#### MATERIAL FOR THIS EXERCISE
----------------

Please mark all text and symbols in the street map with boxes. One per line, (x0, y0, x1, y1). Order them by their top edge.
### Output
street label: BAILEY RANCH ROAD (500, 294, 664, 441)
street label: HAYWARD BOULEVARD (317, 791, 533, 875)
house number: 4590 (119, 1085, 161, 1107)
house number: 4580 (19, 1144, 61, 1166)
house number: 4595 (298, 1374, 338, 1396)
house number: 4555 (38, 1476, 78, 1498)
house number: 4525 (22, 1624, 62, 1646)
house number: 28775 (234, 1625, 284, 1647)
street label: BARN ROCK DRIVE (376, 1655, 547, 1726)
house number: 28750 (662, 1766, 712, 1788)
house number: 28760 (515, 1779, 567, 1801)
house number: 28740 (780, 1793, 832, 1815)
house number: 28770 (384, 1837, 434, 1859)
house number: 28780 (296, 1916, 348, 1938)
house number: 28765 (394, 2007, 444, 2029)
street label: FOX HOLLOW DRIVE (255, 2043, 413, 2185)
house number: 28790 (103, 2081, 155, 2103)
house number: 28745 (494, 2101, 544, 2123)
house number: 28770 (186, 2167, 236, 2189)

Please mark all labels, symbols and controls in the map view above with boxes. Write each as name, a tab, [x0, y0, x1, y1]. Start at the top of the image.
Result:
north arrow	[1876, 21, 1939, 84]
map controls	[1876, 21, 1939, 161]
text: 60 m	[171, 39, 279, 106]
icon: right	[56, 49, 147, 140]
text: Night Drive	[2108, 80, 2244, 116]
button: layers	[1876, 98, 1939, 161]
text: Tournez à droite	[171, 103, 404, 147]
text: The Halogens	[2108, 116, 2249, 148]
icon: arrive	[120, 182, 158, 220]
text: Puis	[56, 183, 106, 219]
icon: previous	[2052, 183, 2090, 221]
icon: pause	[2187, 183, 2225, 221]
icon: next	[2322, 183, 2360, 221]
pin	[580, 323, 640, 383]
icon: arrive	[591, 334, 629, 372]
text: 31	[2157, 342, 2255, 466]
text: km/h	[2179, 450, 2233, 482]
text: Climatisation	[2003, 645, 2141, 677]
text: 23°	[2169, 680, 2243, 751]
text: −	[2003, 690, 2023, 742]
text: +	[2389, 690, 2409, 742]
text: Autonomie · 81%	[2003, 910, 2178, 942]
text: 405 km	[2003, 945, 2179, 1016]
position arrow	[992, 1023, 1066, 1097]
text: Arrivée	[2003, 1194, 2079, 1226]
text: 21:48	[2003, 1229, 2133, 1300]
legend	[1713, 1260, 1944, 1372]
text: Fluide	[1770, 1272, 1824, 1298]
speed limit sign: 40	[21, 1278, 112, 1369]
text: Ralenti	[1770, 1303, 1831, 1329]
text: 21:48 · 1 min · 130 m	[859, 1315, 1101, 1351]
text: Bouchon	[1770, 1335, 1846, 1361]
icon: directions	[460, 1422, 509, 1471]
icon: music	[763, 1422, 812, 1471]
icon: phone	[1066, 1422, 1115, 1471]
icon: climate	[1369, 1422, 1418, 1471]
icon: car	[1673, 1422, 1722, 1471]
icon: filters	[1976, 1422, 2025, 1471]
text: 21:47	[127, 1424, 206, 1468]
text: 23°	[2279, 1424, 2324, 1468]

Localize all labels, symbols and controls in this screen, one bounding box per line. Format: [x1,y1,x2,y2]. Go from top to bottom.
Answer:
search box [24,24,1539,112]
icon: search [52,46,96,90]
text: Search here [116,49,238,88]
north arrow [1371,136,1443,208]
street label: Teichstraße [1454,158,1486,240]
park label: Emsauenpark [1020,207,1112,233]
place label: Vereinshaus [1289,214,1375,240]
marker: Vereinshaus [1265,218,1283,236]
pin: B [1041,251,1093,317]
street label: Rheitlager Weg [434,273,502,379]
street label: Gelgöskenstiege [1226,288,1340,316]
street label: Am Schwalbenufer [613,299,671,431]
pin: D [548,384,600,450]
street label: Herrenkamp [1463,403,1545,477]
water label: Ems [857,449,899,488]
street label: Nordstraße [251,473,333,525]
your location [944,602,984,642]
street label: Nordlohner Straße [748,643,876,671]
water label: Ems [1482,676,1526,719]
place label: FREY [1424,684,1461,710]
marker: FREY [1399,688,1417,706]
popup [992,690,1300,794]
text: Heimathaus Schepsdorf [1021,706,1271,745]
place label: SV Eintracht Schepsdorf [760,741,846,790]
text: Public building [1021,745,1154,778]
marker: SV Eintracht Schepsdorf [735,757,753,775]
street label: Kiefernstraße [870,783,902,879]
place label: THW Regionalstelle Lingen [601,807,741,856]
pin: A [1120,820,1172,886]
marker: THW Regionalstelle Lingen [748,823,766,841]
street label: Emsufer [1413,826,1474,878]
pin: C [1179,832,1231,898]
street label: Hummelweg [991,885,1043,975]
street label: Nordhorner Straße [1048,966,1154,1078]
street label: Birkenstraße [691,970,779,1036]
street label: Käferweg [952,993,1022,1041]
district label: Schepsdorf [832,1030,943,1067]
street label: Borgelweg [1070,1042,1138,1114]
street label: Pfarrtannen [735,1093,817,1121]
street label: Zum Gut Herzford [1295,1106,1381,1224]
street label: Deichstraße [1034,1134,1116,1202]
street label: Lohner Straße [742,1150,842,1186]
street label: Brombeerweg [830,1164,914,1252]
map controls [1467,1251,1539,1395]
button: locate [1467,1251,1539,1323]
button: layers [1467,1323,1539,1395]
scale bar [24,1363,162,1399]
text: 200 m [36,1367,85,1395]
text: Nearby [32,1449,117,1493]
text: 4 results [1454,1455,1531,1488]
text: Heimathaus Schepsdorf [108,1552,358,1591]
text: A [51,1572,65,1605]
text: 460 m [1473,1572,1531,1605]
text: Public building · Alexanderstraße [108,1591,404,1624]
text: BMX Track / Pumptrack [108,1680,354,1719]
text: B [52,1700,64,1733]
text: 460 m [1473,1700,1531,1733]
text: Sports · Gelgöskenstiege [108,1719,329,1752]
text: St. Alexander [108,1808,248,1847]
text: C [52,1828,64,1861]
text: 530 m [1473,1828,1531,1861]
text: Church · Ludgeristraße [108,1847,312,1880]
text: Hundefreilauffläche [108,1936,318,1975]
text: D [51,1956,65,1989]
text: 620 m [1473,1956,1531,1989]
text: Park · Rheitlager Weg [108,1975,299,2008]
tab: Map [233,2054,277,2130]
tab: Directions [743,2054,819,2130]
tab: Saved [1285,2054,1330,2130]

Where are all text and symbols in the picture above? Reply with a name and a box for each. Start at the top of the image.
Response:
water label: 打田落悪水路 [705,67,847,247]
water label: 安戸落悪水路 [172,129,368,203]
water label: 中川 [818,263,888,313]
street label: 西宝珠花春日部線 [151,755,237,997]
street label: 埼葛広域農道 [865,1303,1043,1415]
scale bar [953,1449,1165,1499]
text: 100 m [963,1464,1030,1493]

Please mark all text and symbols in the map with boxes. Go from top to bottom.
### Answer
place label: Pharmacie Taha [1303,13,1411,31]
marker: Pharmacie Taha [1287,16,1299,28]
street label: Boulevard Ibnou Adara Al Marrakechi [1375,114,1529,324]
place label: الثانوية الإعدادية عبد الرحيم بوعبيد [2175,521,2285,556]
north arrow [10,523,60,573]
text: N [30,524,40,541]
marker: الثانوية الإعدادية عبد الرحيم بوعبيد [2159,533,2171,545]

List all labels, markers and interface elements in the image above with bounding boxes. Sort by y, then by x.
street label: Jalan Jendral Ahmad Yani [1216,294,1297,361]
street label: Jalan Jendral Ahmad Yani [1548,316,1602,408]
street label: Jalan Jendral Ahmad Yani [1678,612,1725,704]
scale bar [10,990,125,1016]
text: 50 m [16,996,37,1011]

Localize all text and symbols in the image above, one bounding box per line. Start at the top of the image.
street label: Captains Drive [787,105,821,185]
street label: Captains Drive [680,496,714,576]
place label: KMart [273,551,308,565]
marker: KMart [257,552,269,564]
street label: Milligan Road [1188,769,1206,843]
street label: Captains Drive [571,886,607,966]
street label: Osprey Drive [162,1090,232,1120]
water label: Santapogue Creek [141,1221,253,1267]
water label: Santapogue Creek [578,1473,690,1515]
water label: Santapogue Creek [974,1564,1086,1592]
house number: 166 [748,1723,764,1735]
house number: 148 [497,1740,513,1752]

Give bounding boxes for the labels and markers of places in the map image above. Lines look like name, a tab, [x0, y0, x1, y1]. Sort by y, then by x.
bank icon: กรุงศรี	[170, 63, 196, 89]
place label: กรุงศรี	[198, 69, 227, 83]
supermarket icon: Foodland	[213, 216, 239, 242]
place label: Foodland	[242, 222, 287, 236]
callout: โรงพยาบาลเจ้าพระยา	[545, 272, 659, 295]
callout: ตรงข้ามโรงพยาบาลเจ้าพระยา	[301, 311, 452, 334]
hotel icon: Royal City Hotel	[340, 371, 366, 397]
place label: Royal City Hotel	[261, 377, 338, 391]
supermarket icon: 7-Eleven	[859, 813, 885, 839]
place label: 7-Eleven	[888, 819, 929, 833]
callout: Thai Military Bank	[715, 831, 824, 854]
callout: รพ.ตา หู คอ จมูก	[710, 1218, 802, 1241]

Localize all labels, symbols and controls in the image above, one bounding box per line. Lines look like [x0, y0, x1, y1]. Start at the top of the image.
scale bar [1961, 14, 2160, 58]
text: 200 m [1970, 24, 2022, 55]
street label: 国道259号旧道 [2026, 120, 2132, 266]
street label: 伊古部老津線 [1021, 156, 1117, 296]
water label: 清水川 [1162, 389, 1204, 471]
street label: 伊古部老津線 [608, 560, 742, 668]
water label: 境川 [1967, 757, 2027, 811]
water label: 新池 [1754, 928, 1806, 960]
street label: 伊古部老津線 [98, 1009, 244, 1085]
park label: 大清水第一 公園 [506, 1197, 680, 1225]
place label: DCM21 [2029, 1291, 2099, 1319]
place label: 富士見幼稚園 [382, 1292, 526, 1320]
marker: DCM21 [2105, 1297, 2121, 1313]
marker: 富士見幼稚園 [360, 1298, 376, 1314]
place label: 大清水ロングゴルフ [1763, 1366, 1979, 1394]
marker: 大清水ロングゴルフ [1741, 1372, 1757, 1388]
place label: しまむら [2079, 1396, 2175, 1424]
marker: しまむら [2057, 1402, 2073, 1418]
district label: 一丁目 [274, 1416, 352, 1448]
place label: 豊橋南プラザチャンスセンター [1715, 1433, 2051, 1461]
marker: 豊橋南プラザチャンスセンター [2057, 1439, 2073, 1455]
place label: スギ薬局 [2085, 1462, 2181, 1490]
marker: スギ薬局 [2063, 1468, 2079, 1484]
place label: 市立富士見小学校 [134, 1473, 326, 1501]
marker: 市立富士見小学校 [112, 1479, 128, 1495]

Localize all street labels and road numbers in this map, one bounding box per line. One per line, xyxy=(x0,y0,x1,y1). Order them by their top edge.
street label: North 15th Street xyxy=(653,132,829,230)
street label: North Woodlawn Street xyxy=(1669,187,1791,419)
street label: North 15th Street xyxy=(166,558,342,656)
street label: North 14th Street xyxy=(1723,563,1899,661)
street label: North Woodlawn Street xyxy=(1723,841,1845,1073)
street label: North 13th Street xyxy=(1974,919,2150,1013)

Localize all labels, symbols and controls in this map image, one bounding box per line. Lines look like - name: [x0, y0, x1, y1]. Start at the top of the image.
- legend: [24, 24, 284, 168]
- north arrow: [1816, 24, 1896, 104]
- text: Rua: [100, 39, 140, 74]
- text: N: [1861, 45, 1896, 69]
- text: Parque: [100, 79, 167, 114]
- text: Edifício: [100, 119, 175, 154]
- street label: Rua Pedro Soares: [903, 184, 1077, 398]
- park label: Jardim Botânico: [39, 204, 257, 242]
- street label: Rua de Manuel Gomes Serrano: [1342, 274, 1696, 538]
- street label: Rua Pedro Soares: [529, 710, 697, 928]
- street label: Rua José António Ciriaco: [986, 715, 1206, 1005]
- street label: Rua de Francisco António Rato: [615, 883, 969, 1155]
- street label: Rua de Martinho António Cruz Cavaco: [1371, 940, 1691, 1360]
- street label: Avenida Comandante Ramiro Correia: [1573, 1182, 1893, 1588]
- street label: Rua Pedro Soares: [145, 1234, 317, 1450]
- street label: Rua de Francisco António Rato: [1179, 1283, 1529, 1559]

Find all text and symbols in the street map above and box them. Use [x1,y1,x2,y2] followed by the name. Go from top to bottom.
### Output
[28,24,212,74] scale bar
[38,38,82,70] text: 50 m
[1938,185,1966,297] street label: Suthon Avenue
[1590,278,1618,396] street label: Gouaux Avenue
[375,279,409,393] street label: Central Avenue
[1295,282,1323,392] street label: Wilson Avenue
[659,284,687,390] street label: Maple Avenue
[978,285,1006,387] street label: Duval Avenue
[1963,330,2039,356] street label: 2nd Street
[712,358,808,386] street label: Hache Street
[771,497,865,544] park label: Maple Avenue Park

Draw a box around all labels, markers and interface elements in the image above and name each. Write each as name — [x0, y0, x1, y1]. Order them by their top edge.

----------------

#### WORK REQUEST
Where a line of the entries contains the word "Write", copy that line.

#### FINISHED EXERCISE
Please mark all labels, symbols and controls in the map view above with boxes. Write each as name, a tab, [x0, y0, x1, y1]. Start at the top of the image.
Draw a box around all labels, markers and interface elements in the image above and name each. Write each as name — [x0, y0, x1, y1]. Order them by their top edge.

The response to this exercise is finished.